Monday, June 14, 2010

No more free-bees!

There is the joke that even the bees are on strike – they want shorter flowers and more honey.

Unfortunately, the Americans are finding their drastic losses of bees no joking matter. Over the past 30 years, over half of US honeybees have been lost in what is being termed Colony Collapse Disorder (CCD). Bees have been destroyed by pesticides, varroa mites and Nosema Disease. The US Department of Agriculture has identified 58 pesticides that are “highly toxic” to bees, including aldicarb, diazinon and malathion. Bee specialist, Maryann Frazier said pesticides had been shown to impair the learning abilities of honey bees and to suppress their immune systems.

The US has resorted to migrant-labourer bees - transporting one billion “guest worker” bees from Australia to pollinate American fields and orchards. One website calls this "junk food" for bees.

In Terrain magazine, Gina Covina writes that the survival of Earth’s bees depends on a change from industrial agriculture to biodiverse ecological farming.

The loss of bees may have an even greater impact than rising fuel prices on food production. One farmer, Robert Edwards, said he had to reduce his acreage of cucumbers by 50 per cent - not because of rising fuel prices, but because he was not sure he would be able to "rent" enough bees to pollinate his crop.
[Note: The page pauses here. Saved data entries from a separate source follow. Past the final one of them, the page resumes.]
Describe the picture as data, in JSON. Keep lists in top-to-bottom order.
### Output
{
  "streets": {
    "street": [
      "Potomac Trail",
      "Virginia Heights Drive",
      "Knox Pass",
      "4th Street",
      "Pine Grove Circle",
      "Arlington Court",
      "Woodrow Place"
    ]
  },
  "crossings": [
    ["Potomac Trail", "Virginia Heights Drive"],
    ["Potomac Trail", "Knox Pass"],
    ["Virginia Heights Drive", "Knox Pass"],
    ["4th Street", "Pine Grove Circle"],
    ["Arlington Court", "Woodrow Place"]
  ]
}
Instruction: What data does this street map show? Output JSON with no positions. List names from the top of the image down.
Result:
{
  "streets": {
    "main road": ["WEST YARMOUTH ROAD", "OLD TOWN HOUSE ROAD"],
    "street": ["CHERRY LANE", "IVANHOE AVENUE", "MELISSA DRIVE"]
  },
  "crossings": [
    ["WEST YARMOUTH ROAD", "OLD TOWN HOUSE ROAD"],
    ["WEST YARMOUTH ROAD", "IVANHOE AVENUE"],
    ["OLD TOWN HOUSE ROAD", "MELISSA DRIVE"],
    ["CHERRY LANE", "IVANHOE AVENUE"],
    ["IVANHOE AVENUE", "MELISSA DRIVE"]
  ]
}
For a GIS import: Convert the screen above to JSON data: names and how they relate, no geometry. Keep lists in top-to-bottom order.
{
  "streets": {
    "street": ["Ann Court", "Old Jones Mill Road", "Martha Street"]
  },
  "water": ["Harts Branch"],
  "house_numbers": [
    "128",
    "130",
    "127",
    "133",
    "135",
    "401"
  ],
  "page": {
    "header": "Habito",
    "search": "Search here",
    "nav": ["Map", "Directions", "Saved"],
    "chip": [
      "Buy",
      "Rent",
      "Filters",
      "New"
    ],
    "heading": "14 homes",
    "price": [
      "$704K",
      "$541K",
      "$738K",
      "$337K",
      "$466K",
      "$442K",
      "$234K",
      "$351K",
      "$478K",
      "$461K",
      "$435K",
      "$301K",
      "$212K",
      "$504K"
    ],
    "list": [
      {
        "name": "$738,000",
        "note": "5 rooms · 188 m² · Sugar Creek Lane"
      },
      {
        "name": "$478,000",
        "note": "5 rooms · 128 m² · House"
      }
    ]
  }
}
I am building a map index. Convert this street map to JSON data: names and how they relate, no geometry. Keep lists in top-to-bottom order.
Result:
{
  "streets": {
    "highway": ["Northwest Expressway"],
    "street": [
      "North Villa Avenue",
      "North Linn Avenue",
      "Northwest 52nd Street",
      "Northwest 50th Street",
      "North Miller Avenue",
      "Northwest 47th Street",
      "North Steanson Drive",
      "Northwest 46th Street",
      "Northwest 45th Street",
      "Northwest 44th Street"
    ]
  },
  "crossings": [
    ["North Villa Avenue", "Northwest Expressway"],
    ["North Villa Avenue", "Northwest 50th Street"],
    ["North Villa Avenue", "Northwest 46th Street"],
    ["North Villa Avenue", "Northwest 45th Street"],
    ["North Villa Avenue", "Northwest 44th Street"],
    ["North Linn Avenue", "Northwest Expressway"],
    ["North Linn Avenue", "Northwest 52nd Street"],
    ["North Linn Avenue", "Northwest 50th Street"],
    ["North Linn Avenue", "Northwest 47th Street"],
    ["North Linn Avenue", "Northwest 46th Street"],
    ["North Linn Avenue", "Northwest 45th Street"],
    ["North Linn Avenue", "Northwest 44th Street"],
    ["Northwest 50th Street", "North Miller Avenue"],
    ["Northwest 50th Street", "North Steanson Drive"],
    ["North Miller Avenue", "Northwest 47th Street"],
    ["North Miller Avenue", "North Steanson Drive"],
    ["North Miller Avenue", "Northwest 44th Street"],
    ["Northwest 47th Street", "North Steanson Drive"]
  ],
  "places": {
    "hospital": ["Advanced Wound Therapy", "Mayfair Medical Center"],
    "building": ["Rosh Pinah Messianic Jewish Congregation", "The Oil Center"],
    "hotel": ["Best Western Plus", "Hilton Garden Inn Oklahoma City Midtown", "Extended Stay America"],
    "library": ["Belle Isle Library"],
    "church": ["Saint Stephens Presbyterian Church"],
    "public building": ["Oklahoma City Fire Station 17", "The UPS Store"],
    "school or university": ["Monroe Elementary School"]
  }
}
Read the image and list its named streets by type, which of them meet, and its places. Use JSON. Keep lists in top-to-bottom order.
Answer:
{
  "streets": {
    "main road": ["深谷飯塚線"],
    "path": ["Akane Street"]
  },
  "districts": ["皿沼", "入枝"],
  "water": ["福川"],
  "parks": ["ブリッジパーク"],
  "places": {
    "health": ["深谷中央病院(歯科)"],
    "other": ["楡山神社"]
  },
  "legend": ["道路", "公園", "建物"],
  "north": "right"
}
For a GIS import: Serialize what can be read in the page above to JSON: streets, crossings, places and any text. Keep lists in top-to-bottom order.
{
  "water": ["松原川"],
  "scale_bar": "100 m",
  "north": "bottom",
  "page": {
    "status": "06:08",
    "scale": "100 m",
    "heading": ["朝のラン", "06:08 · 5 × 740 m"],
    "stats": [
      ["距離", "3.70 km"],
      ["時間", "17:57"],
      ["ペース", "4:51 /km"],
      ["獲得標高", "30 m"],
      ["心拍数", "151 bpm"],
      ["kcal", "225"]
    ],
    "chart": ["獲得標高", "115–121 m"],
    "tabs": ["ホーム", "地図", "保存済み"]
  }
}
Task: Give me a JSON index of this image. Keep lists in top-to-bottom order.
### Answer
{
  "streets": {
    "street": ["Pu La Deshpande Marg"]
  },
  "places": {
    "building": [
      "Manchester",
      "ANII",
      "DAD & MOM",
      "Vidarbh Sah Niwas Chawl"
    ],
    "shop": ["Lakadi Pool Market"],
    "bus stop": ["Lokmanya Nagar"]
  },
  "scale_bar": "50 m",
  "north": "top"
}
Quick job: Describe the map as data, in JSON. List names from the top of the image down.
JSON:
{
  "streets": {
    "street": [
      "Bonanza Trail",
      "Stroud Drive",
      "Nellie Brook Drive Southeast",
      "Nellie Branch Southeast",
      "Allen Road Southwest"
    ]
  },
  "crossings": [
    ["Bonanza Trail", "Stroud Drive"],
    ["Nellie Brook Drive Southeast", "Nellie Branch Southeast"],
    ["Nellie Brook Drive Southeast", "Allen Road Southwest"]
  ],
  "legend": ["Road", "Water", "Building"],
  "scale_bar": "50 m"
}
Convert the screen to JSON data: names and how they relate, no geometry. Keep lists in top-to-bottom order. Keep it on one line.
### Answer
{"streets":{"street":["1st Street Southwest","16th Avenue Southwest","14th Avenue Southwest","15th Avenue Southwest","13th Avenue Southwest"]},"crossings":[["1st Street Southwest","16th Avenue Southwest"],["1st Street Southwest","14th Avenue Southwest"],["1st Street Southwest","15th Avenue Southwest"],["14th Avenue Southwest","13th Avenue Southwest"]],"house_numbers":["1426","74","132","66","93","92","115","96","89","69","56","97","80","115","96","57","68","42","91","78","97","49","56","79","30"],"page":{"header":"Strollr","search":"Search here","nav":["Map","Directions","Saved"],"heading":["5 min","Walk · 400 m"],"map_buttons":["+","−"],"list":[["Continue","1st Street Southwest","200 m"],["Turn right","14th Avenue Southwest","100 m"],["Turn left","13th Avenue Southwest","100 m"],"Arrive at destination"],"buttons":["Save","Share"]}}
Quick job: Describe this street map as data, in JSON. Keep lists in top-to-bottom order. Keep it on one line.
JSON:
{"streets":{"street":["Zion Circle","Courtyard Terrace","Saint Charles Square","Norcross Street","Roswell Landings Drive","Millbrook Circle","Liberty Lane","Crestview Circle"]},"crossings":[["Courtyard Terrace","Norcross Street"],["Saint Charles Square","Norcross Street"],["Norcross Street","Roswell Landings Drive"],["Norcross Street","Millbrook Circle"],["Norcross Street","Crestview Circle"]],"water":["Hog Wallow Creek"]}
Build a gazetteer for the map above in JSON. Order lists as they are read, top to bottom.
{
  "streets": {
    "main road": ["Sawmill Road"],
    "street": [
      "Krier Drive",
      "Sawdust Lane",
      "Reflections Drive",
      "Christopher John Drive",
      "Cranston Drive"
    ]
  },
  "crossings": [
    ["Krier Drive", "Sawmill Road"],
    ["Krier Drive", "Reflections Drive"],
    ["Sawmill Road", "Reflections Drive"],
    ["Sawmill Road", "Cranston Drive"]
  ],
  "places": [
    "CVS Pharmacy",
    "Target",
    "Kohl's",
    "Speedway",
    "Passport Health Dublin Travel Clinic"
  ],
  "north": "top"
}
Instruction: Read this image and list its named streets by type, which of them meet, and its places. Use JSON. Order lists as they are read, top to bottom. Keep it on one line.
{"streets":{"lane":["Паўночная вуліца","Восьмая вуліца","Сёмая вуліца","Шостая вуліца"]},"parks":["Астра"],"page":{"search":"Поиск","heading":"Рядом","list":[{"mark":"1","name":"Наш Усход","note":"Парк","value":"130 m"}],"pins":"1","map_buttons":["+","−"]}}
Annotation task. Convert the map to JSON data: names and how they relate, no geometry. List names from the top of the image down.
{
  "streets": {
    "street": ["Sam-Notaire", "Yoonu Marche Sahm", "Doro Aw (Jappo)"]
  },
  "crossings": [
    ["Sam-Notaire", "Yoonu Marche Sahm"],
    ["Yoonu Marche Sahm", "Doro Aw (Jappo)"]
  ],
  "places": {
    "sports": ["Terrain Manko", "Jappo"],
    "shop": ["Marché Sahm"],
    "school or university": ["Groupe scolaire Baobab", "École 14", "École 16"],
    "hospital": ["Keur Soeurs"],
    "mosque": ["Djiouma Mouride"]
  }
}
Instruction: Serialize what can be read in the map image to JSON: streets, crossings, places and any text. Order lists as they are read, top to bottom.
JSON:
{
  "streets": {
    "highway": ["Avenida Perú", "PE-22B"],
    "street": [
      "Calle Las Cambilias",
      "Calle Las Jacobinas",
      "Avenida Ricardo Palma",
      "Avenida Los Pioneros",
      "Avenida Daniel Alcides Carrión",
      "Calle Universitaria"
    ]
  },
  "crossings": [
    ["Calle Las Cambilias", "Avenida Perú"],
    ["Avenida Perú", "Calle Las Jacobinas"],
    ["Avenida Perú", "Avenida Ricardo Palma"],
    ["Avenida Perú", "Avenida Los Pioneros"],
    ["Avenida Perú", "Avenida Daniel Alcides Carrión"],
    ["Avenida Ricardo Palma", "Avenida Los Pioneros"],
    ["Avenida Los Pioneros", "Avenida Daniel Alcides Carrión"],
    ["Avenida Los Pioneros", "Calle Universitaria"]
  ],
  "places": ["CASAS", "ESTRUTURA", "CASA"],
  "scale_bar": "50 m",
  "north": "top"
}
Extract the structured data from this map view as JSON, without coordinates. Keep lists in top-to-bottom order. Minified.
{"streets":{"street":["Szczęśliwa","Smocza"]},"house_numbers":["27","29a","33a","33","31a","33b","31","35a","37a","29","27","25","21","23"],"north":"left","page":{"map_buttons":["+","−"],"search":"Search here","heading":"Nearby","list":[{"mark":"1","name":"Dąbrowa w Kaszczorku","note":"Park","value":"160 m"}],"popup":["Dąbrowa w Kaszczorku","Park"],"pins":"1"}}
Commercial beekeeper, Steve Godlin, said his 5 000 colonies plummeted in the space of a year to 2 500. His bees forage from crops that are mostly treated with pesticides.

Dave Mendes, a commercial beekeeper with over 7 000 colonies conducted a research project following his bees from Florida to California. 18 hives started the journey but after only 10 months only four finished, and only one was strong enough to travel to California to pollinate almonds.

It seems that the work of the migrant-labourer bee or "rent" bee has only just begun. As natural habitat is destroyed and pesticide-intensive monocultures persist, the precious labour that humans took for granted from the busy bee will be over. No more free-bees!